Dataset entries
<<<<

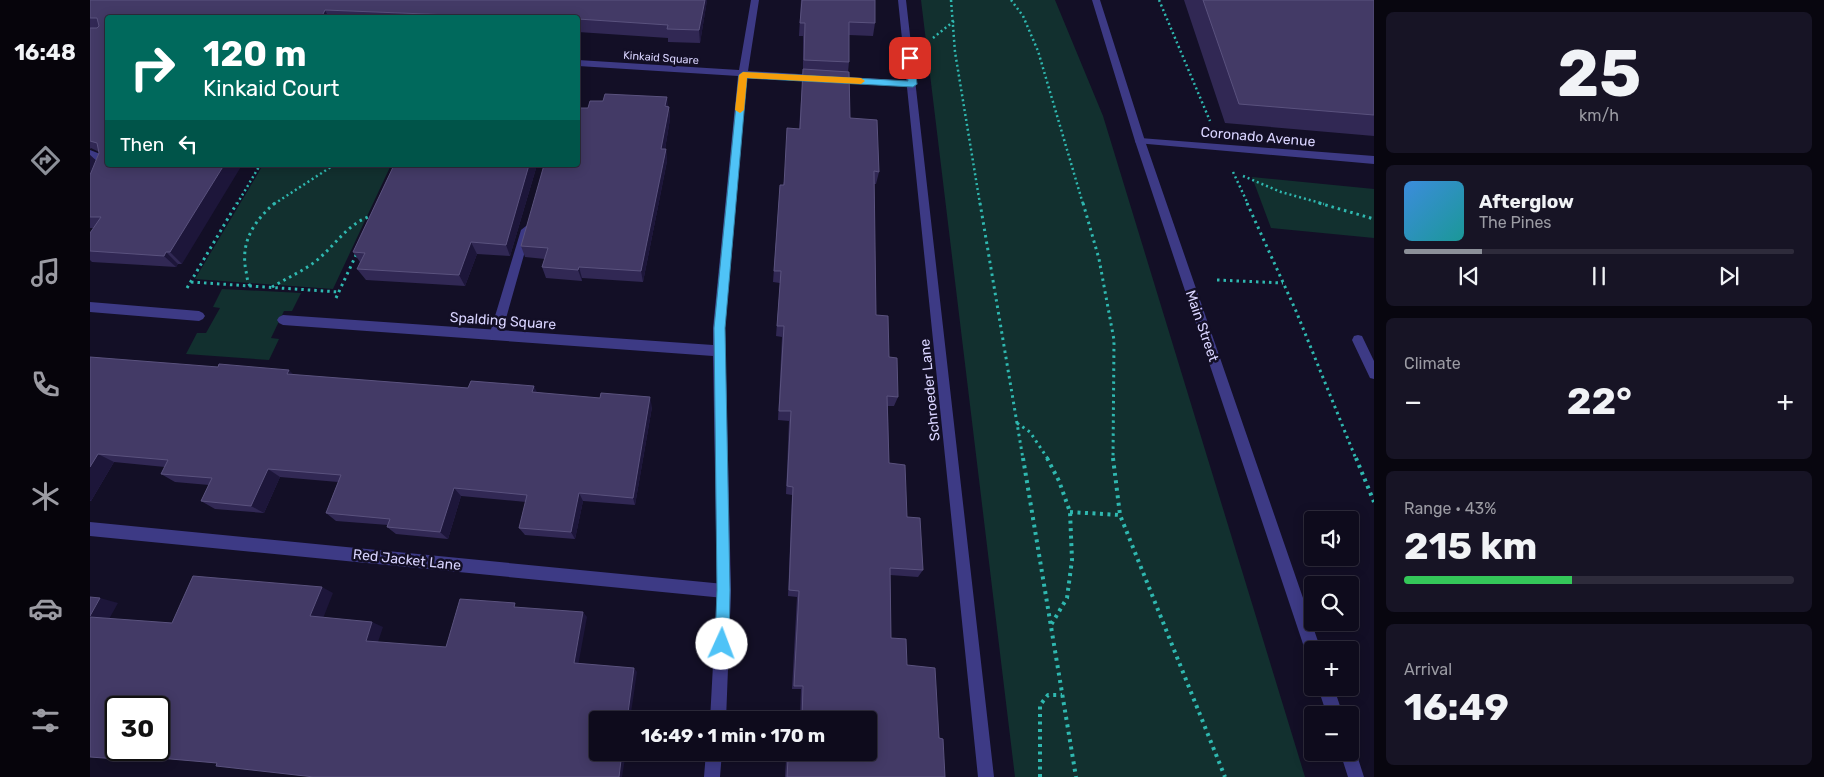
<!DOCTYPE html>
<html lang="en">
<head>
<meta charset="utf-8">
<style>
	:root { --surface:#0e0b1c; --page:#171425; --text:#f1f3f6; --muted:#9b9ba3; --line:#2e2b3b; --accent:#8c9099 }
	body { margin:0; font-family:Rubik,sans-serif; background:var(--page); color:var(--text); height:100vh; display:flex; flex-direction:column; font-size:19px; white-space:nowrap }
	* { box-sizing:border-box; margin:0 }
	p { font-size:16px; color:var(--muted) }
	.icon { flex:none; width:28px; height:28px; fill:none; stroke:currentColor; stroke-width:2; stroke-linecap:round; stroke-linejoin:round }
	.map { position:relative; flex:1; overflow:hidden }
	.details { display:flex; flex-direction:column; gap:12px; padding:12px; background:#08060f; width:450px }
	.details>* { flex:none }
	.guide { position:absolute; left:15px; top:15px; width:475px; height:152px; border-radius:5px; box-shadow:0 2px 12px #0003,0 0 0 1px var(--line); background:#00695c; color:#fff; overflow:hidden }
	.buttons { position:absolute; left:1214px; top:511px; display:grid; gap:10px }
	.buttons a { display:grid; place-items:center; width:55px; height:55px; border-radius:5px; background:var(--surface); box-shadow:0 2px 12px #0003,0 0 0 1px var(--line); font-size:25px }
	.speed { position:absolute; left:15px; top:696px; display:flex; gap:10px; font-size:25px; font-weight:700; text-align:center }
	.speed>* { display:grid; place-content:center; width:65px; height:65px; border-radius:50%; background:var(--surface); box-shadow:0 2px 12px #0003,0 0 0 1px var(--line); line-height:1 }
	.speed .limit { border:2px solid #111; border-radius:8px; background:#fff; color:#111 }
	.pin { position:absolute; display:grid; place-items:center; width:42px; height:42px; color:#fff; margin:-21px; border-radius:10px; box-shadow:0 2px 8px #0006 }
	.me { position:absolute; width:55px; margin:-28px; rotate:2deg; stroke-linejoin:round; filter:drop-shadow(0 0 4px #0008) }
	.turn { display:flex; align-items:center; gap:18px; height:105px; padding:0 15px; font-size:22px }
	.turn .icon { width:65px; height:65px; stroke-width:2.5 }
	.turn b { display:block; font-size:35px; line-height:42px }
	.then { display:flex; align-items:center; height:48px; padding:0 15px; background:#0003; gap:10px; font-size:19px }
	.big { font-size:38px; font-weight:700; line-height:1.1 }
	.details .card { flex:1; display:flex; flex-direction:column; justify-content:center; gap:8px; min-width:0; padding:0 18px; border-radius:8px; background:var(--page) }
	.details .dial { align-items:center; gap:0 }
	.dial b { font-size:65px; line-height:1 }
	.song { display:flex; align-items:center; gap:15px }
	.cover { width:60px; height:60px; border-radius:8px; background:linear-gradient(135deg,hsl(210 70% 55%),hsl(180 70% 35%)) }
	.played { height:5px; border-radius:2px; background:linear-gradient(90deg,var(--accent) 20%,var(--line) 20%) }
	.keys { display:flex; justify-content:space-around; direction:ltr }
	.heat { display:flex; justify-content:space-between; align-items:center; font-size:28px; direction:ltr }
	.charge { height:8px; border-radius:4px; background:linear-gradient(90deg,#34c759 43%,var(--line) 0) }
	.trip { position:absolute; left:499px; top:711px; width:288px; height:50px; border-radius:5px; background:var(--surface); box-shadow:0 2px 12px #0003,0 0 0 1px var(--line); font-weight:700; line-height:50px; text-align:center }
	main { display:flex; flex:1; min-height:0 }
	.menu { display:flex; flex-direction:column; width:90px; justify-content:space-around; align-items:center; background:#06040b; color:var(--muted) }
	.menu .icon { width:35px; height:35px }
	.menu .current { color:var(--accent) }
	.menu b { font-size:22px; color:var(--text) }
	.map>svg:first-child { display:block }
</style>
</head>
<body>
<main>
<nav class="menu">
<b>16:48</b>
<svg class="icon current" aria-label="directions" viewBox="0 0 24 24"><path d="M12 3l9 9-9 9-9-9zM9 14v-3h6M13 9l2 2-2 2"/></svg>
<svg class="icon" aria-label="music" viewBox="0 0 24 24"><path d="M9 18V5l10-2v13"/><circle cx="6" cy="18" r="3"/><circle cx="16" cy="16" r="3"/></svg>
<svg class="icon" aria-label="phone" viewBox="0 0 24 24"><path d="M5 4h4l2 5-3 2q2 4 5 5l2-3 5 2v4C11 20 4 13 5 4z"/></svg>
<svg class="icon" aria-label="climate" viewBox="0 0 24 24"><path d="M12 3v18M4 7l16 10M4 17L20 7"/></svg>
<svg class="icon" aria-label="car" viewBox="0 0 24 24"><path d="M5 17H2v-5l4-1 3-4h7l3 4 3 1v5h-3M9 17h6M6 11h13"/><circle cx="7" cy="17" r="2"/><circle cx="17" cy="17" r="2"/></svg>
<svg class="icon" aria-label="filters" viewBox="0 0 24 24"><path d="M4 7h16M4 17h16"/><circle cx="9" cy="7" r="2"/><circle cx="15" cy="17" r="2"/></svg>
</nav>
<div class="map">
<svg width="1284" height="777" viewBox="0 0 1284 777">
	<rect width="100%" height="100%" fill="#130f26"/>
	<!-- green -->
	<path fill="#12302f" d="M831,0H965L1013,116L1215,777H925Z
		M173,165H301L243,289L105,279Z
		M1162,177L1284,189V238L1181,228Z
		M132,289L211,293L202,311H194L181,338L189,339L179,360L96,354L107,333H116L130,308L123,307Z"/>
	<g fill="none" stroke-linecap="round" stroke-linejoin="round">
		<!-- path-far2 -->
		<path stroke="#2fb8b0" stroke-width="2.5" stroke-dasharray="2 3" stroke-linecap="butt" d="M861,0L865,52L890,204
			M921,0L933,16L948,51L993,204
			M1069,0L1120,121
			M843,38L864,21
			M1143,172L1158,204
			M1153,176L1191,192L1234,204
			M147,204L170,165
			M184,204L244,165"/>
		<!-- path-far1 -->
		<path stroke="#2fb8b0" stroke-width="3" stroke-dasharray="2.5 4" stroke-linecap="butt" d="M890,203L933,459
			M993,203L1009,259L1024,340L1023,459
			M1157,203L1206,311L1266,459
			M1229,203L1284,219
			M1127,280L1193,283
			M101,282L249,292
			M160,286C157,281 157,276 156,271C150,242 164,221 185,203
			M182,287C197,278 213,271 226,261C246,245 258,222 284,215
			M97,288L147,203
			M246,298L267,253
			M927,423L940,432L958,459"/>
		<!-- path -->
		<path stroke="#2fb8b0" stroke-width="4" stroke-dasharray="3 4.5" stroke-linecap="butt" d="M933,458L986,777
			M957,458L969,481L980,512L982,560L977,598L961,625
			M1023,458L1030,515L1135,777
			M1266,458L1284,502
			M980,512L1030,515
			M950,777V705L958,695H972"/>
		<!-- service -->
		<path fill="#3d3a85" fill-rule="evenodd" d="M808,0H816L904,777H888Z
			M0,150L18,157V165H20C17,176 11,194 0,198C0,184 8,175 11,162L0,158Z
			M436,226L441,230L411,336L409,340H401L399,336L431,230Z
			M0,522L634,584L639,586L641,591L639,596L634,598L0,536Z"/>
		<!-- minor -->
		<path fill="#3d3a85" fill-rule="evenodd" d="M661,0H669L658,71L823,81L828,84L823,87L657,77L635,328L641,591L636,720H620L627,591L623,356L193,325L189,323L187,320L189,317L193,315L623,345V328L648,76L488,66V60L649,70Z
			M1050,138L1284,156V164L1046,143L1045,141Z
			M0,302L109,311L113,313L115,316L113,319L109,321L0,312Z
			M1268,335L1272,336L1284,361V379L1280,378L1262,340L1264,336Z
			M616,752H632L630,777H614Z"/>
		<!-- tertiary -->
		<path fill="#3d3a85" fill-rule="evenodd" d="M1002,0H1010L1055,141L1231,650H1222V657L1218,655L1215,650L1045,141Z
			M1228,688H1244L1253,715H1237Z
			M1260,745L1264,746L1274,777H1258L1250,752H1260Z"/>
	</g>
	<!-- wall -->
	<path fill="#312854" d="M0,0H617L610,43L578,42V38L488,32V18H18L92,264H88L86,267L2,262L0,260V251L4,228H0V155L6,161L9,153V152L1,148L0,149Z
		M711,0H785V23L783,36L759,35V62L758,72L760,118L789,172L786,184H784L786,315L799,357L808,397L804,406H798L799,463L817,517L833,570L828,577L800,575L801,638L817,665L849,738L855,777H695L696,760L698,759L708,760L709,752H778V720H710L711,689H702L707,597L698,596L702,495L696,494L699,421L688,420L692,337L686,336L690,283L683,282L690,185H693L709,129L713,72V36H709Z
		M1094,0H1284V136L1135,123Z
		M579,107L580,119L575,149H576L577,161L553,282L492,278V281L456,278L452,267L455,259L435,257L431,246L498,108Z
		M304,165H447L420,256L387,254L375,286L276,280L267,269L270,262L263,252Z
		M0,357L204,375L447,393L562,407L545,505L493,501L485,539L435,535L429,528L436,502L371,496L358,539L306,534L297,527L298,525L246,521L236,513L248,482L190,477L174,513L125,509L111,501L119,485L85,482L71,474L75,467L24,462L1,501H0Z"/>
	<!-- shaded-wall -->
	<path fill="#1d163a" d="M615,0H617L610,43L609,30Z
		M235,10L239,18H231Z
		M577,97L580,119L573,161L571,149L575,106Z
		M576,149L577,161L553,282L551,271Z
		M0,155L9,163L0,188Z
		M134,165H152L92,264L80,252Z
		M439,165H447L420,256L416,245Z
		M381,242L387,254L375,286L369,275Z
		M76,252L88,264L86,267L74,256Z
		M489,267L492,278V281L488,270Z
		M199,370L209,380L197,374Z
		M444,386L449,396L442,392Z
		M560,397L562,407L545,505L543,498Z
		M8,454L24,462L1,501L0,500V467Z
		M178,469L190,477L174,513L161,506Z
		M364,488L371,496L358,539L350,532Z
		M489,493L493,501L485,539L481,532Z
		M232,587L243,593L232,621L220,616Z
		M10,598L28,603L18,621L0,617Z
		M493,612L497,617L488,666L484,663Z
		M282,622L293,627L287,645L276,641Z
		M544,668L547,672L540,720H537Z
		M532,752H536L532,777H529Z
		M57,757L75,758L73,762L55,761Z"/>
	<!-- building -->
	<path fill="#433a66" stroke="#5a527e" fill-rule="evenodd" d="M0,0H615L609,30L577,29L578,25L488,19V18H436L235,10L231,18H18V165H134L80,252H76L74,256L0,251V233L11,217H0V175L9,153L7,143L0,141V28H7L9,26L7,18H0Z
		M712,0H785V23L759,22V62L714,60L715,23H710Z
		M1113,0H1284V115L1149,104Z
		M713,69L759,72L760,118L787,120L789,172L784,171L786,315L798,316L799,357L807,358L808,397L797,396L799,463L815,465L817,517L830,518L833,570L800,568L801,638L816,639L817,665L845,668L849,738L853,739L855,777H697L698,759L710,760L711,752H778V720H712L713,686H704L709,591L699,590L703,487L697,486L701,411H689L694,326H687L691,271H684L690,185H694L697,128L710,129Z
		M515,94L577,97L575,106L579,107L571,149H576L551,271L489,267L488,270L452,267L458,248L431,246L454,165H488V108H498L500,101H513Z
		M304,165H439L416,245L381,242L369,275L267,269L275,253L263,252Z
		M0,357L128,367L129,364L199,370L197,374L378,388L381,381L444,386L442,392L510,398L511,393L560,397L543,498L489,493L481,532L429,528L437,495L364,488L350,532L297,527L300,519L236,513L251,475L178,469L161,506L111,501L122,478L71,474L78,460L8,454L0,467Z
		M103,576L232,587L220,616L282,622L276,641L356,647L370,599L425,603L424,607L493,612L484,663L544,668L537,720H508V752H532L529,777H224L126,766L127,763L57,757L55,761L0,757V617L82,623ZM26,708H69V750H26Z
		M0,597L10,598L0,616Z"/>
	<!-- route -->
	<path fill="#4fc3f7" stroke="#337fa1" d="M820,55L824,58L827,84L823,87L657,78L635,328L640,590L639,644L637,649L632,651L627,649L625,644L627,590L624,328L649,75L653,72L818,81L815,58Z"/>
	<!-- slow -->
	<path fill="#f59e0b" d="M653,72L771,78L775,81L771,84L657,78L654,110L650,113L645,110L649,75Z"/>
	<g text-anchor="middle" dominant-baseline="central" stroke-width="5" stroke-linejoin="round" paint-order="stroke">
		<!-- far-street labels -->
		<g font-size="11" fill="#d9d4ff" stroke="#130f26">
			<text transform="translate(571 58) rotate(4)">Kinkaid Square</text>
		</g>
		<!-- street labels -->
		<g font-size="14" fill="#d9d4ff" stroke="#130f26">
			<text transform="translate(1168 137) rotate(5)">Coronado Avenue</text>
			<text transform="translate(413 321) rotate(4)">Spalding Square</text>
			<text transform="translate(1112 326) rotate(71)">Main Street</text>
			<text transform="translate(840 390) rotate(-96)">Schroeder Lane</text>
			<text transform="translate(317 560) rotate(6)">Red Jacket Lane</text>
		</g>
	</g>
</svg>
<div class="buttons">
<a><svg class="icon" aria-label="sound" viewBox="0 0 24 24"><path d="M4 9h4l5-4v14l-5-4H4zM17 9q2 3 0 6"/></svg></a>
<a><svg class="icon" aria-label="search" viewBox="0 0 24 24"><circle cx="10" cy="10" r="6"/><path d="M15 15l6 6"/></svg></a>
<a>+</a>
<a>−</a>
</div>
<div class="speed"><div class="limit">30</div></div>
<div class="pin" style="left:820px;top:58px;background:#d93025"><svg class="icon" aria-label="arrive" viewBox="0 0 24 24"><path d="M6 21V4h12l-3 4 3 4H6"/></svg></div>
<svg class="me" style="left:632px;top:644px" viewBox="-20 -20 40 40"><circle r="19" fill="#fff"/><path d="M0-13L10 11 0 6-10 11z" fill="#4fc3f7"/></svg>
<div class="trip">16:49 · 1 min · 170 m</div>
<div class="guide">
<div class="turn"><svg class="icon" aria-label="right" viewBox="0 0 24 24"><path d="M7 20v-9h11M14 6l5 5-5 5"/></svg><div><b>120 m</b>Kinkaid Court</div></div>
<div class="then">Then<svg class="icon" aria-label="left" viewBox="0 0 24 24"><path d="M17 20v-9H6M10 6l-5 5 5 5"/></svg></div>
</div>
</div>
<section class="details">
<div class="card dial"><b>25</b><p>km/h</p></div>
<div class="card">
<div class="song"><i class="cover"></i><div><b>Afterglow</b><p>The Pines</p></div></div>
<div class="played"></div>
<div class="keys"><svg class="icon" aria-label="previous" viewBox="0 0 24 24"><path d="M18 5L8 12l10 7zM5 5v14"/></svg><svg class="icon" aria-label="pause" viewBox="0 0 24 24"><path d="M8 5v14M16 5v14"/></svg><svg class="icon" aria-label="next" viewBox="0 0 24 24"><path d="M6 5l10 7-10 7zM19 5v14"/></svg></div>
</div>
<div class="card"><p>Climate</p>
<div class="heat"><a>−</a><b class="big">22°</b><a>+</a></div>
</div>
<div class="card"><p>Range · 43%</p><b class="big">215 km</b><div class="charge"></div></div>
<div class="card"><p>Arrival</p><b class="big">16:49</b></div>
</section>
</main>
</body>
</html>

>>>>

> _WHAT THE TASK REQUIRES_
Go through the entries above and count the lines holding the word "linejoin"; write nothing but the number.

> _RESULT_
4